Quote the records beneath, complete and exact. Leave out images.

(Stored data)
[Start of section]

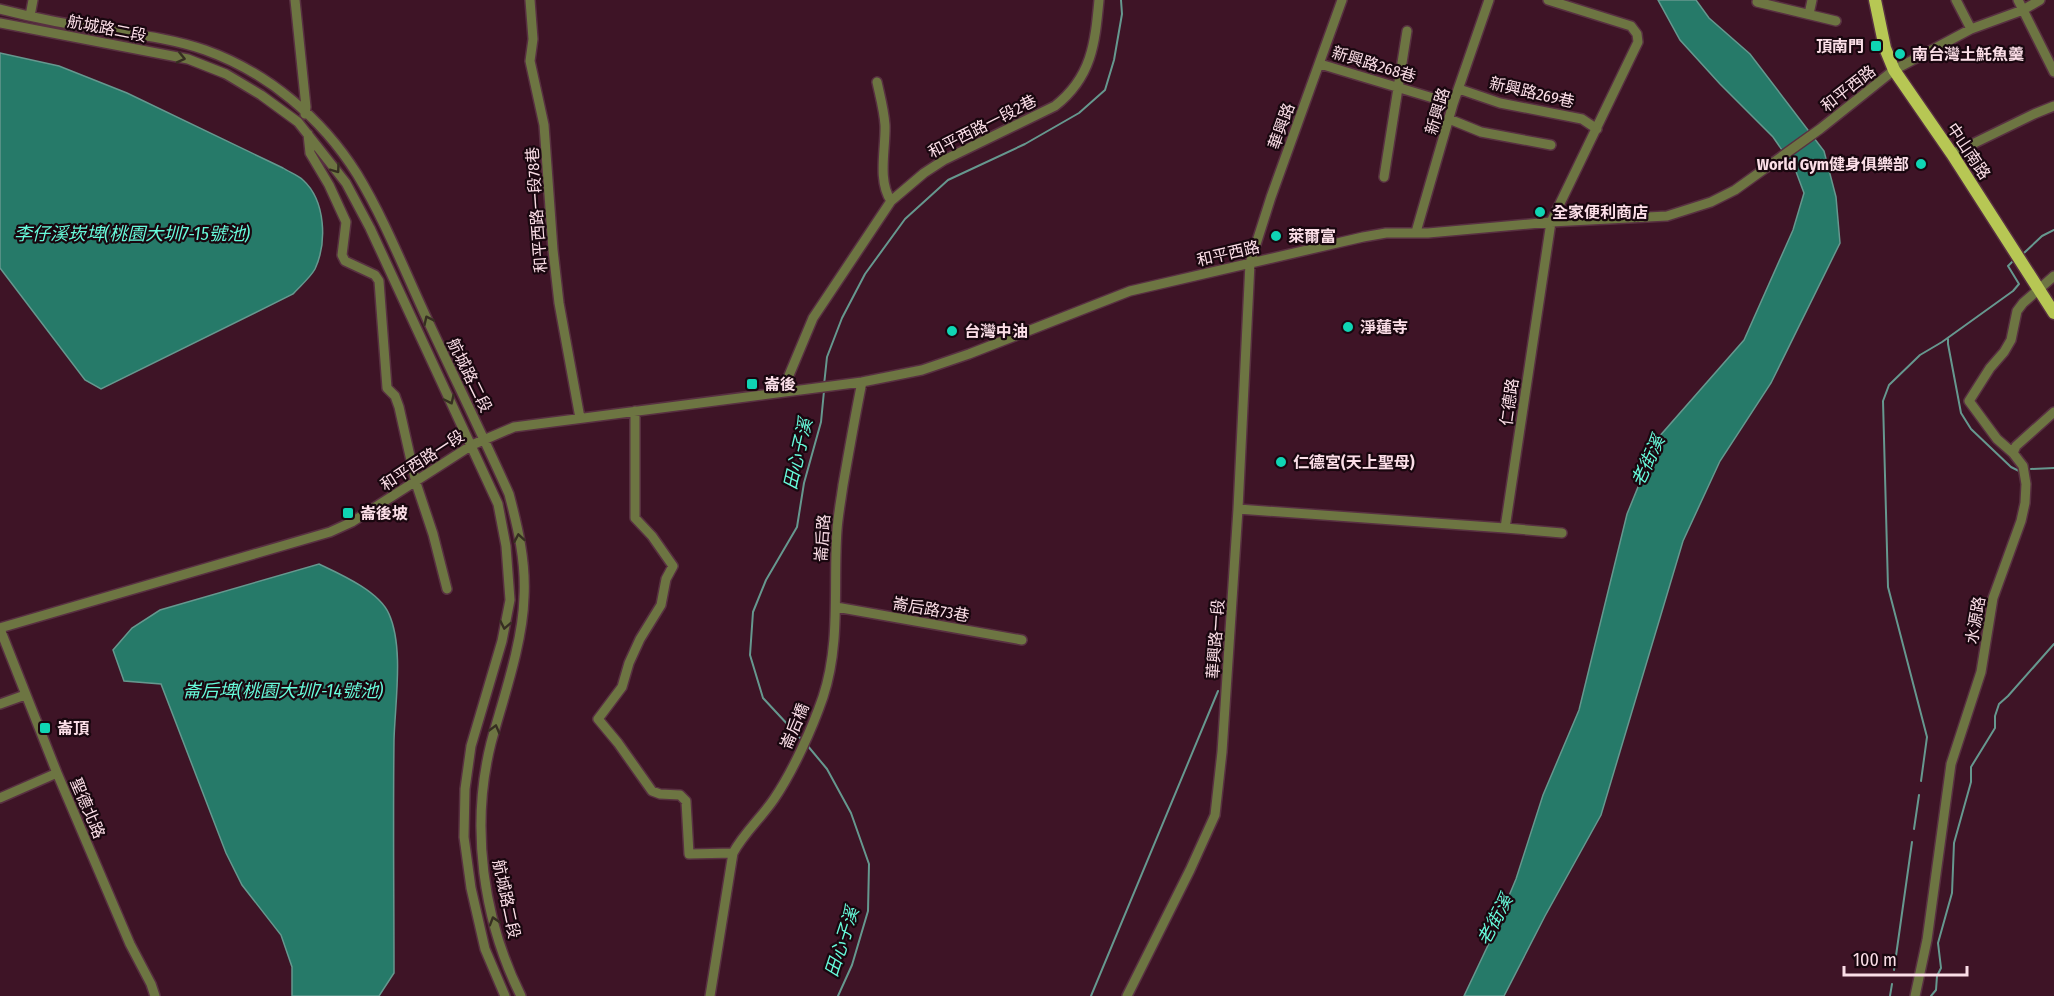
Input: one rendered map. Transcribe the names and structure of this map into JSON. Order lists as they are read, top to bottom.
{
  "streets": {
    "main road": ["中山南路"],
    "street": [
      "航城路二段",
      "新興路268巷",
      "和平西路",
      "新興路269巷",
      "新興路",
      "和平西路一段2巷",
      "華興路",
      "和平西路一段78巷",
      "仁德路",
      "和平西路一段",
      "崙后路",
      "崙后路73巷",
      "水源路",
      "華興路一段",
      "崙后橋",
      "聖德北路"
    ]
  },
  "crossings": [
    ["航城路二段", "和平西路一段"],
    ["新興路268巷", "新興路"],
    ["新興路268巷", "華興路"],
    ["和平西路", "新興路"],
    ["和平西路", "華興路"],
    ["和平西路", "中山南路"],
    ["和平西路", "仁德路"],
    ["和平西路", "和平西路一段"],
    ["和平西路", "崙后路"],
    ["和平西路", "華興路一段"],
    ["新興路269巷", "新興路"],
    ["新興路269巷", "仁德路"],
    ["和平西路一段2巷", "和平西路一段"],
    ["華興路", "華興路一段"],
    ["中山南路", "水源路"],
    ["和平西路一段78巷", "和平西路一段"],
    ["和平西路一段", "聖德北路"],
    ["崙后路", "崙后路73巷"],
    ["崙后路", "崙后橋"]
  ],
  "water": [
    "李仔溪崁埤(桃園大圳7-15號池)",
    "田心子溪",
    "老街溪",
    "崙后埤(桃園大圳7-14號池)"
  ],
  "places": {
    "transit": [
      "頂南門",
      "崙後",
      "崙後坡",
      "崙頂"
    ],
    "other": [
      "南台灣土魠魚羹",
      "World Gym健身俱樂部",
      "全家便利商店",
      "萊爾富",
      "淨蓮寺",
      "台灣中油",
      "仁德宮(天上聖母)"
    ]
  },
  "scale_bar": "100 m"
}
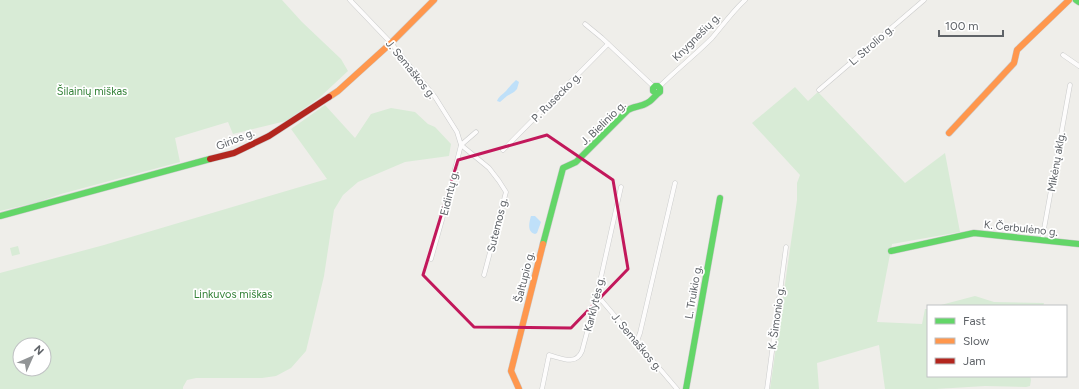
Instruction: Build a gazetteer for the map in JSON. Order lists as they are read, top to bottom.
{
  "streets": {
    "street": [
      "Knygnešių g.",
      "L. Strolio g.",
      "J. Semaškos g.",
      "P. Rusecko g.",
      "J. Bielinio g.",
      "Girios g.",
      "Mikėnų aklg.",
      "Eidintų g.",
      "Sutemos g.",
      "K. Čerbulėno g.",
      "Šaltupio g.",
      "L. Truikio g.",
      "Karklytės g.",
      "K. Šimonio g."
    ]
  },
  "crossings": [
    ["Knygnešių g.", "J. Bielinio g."],
    ["J. Semaškos g.", "Girios g."],
    ["J. Semaškos g.", "Eidintų g."],
    ["J. Semaškos g.", "Sutemos g."],
    ["J. Semaškos g.", "Karklytės g."],
    ["J. Bielinio g.", "Šaltupio g."],
    ["Mikėnų aklg.", "K. Čerbulėno g."],
    ["Eidintų g.", "Sutemos g."]
  ],
  "parks": ["Šilainių miškas", "Linkuvos miškas"],
  "legend": ["Fast", "Slow", "Jam"],
  "scale_bar": "100 m",
  "north": "top right"
}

[End of section]

## Answer to this task:
Input: one rendered map. Transcribe the names and structure of this map into JSON. Order lists as they are read, top to bottom.
{
  "streets": {
    "main road": ["中山南路"],
    "street": [
      "航城路二段",
      "新興路268巷",
      "和平西路",
      "新興路269巷",
      "新興路",
      "和平西路一段2巷",
      "華興路",
      "和平西路一段78巷",
      "仁德路",
      "和平西路一段",
      "崙后路",
      "崙后路73巷",
      "水源路",
      "華興路一段",
      "崙后橋",
      "聖德北路"
    ]
  },
  "crossings": [
    ["航城路二段", "和平西路一段"],
    ["新興路268巷", "新興路"],
    ["新興路268巷", "華興路"],
    ["和平西路", "新興路"],
    ["和平西路", "華興路"],
    ["和平西路", "中山南路"],
    ["和平西路", "仁德路"],
    ["和平西路", "和平西路一段"],
    ["和平西路", "崙后路"],
    ["和平西路", "華興路一段"],
    ["新興路269巷", "新興路"],
    ["新興路269巷", "仁德路"],
    ["和平西路一段2巷", "和平西路一段"],
    ["華興路", "華興路一段"],
    ["中山南路", "水源路"],
    ["和平西路一段78巷", "和平西路一段"],
    ["和平西路一段", "聖德北路"],
    ["崙后路", "崙后路73巷"],
    ["崙后路", "崙后橋"]
  ],
  "water": [
    "李仔溪崁埤(桃園大圳7-15號池)",
    "田心子溪",
    "老街溪",
    "崙后埤(桃園大圳7-14號池)"
  ],
  "places": {
    "transit": [
      "頂南門",
      "崙後",
      "崙後坡",
      "崙頂"
    ],
    "other": [
      "南台灣土魠魚羹",
      "World Gym健身俱樂部",
      "全家便利商店",
      "萊爾富",
      "淨蓮寺",
      "台灣中油",
      "仁德宮(天上聖母)"
    ]
  },
  "scale_bar": "100 m"
}
Instruction: Build a gazetteer for the map in JSON. Order lists as they are read, top to bottom.
{
  "streets": {
    "street": [
      "Knygnešių g.",
      "L. Strolio g.",
      "J. Semaškos g.",
      "P. Rusecko g.",
      "J. Bielinio g.",
      "Girios g.",
      "Mikėnų aklg.",
      "Eidintų g.",
      "Sutemos g.",
      "K. Čerbulėno g.",
      "Šaltupio g.",
      "L. Truikio g.",
      "Karklytės g.",
      "K. Šimonio g."
    ]
  },
  "crossings": [
    ["Knygnešių g.", "J. Bielinio g."],
    ["J. Semaškos g.", "Girios g."],
    ["J. Semaškos g.", "Eidintų g."],
    ["J. Semaškos g.", "Sutemos g."],
    ["J. Semaškos g.", "Karklytės g."],
    ["J. Bielinio g.", "Šaltupio g."],
    ["Mikėnų aklg.", "K. Čerbulėno g."],
    ["Eidintų g.", "Sutemos g."]
  ],
  "parks": ["Šilainių miškas", "Linkuvos miškas"],
  "legend": ["Fast", "Slow", "Jam"],
  "scale_bar": "100 m",
  "north": "top right"
}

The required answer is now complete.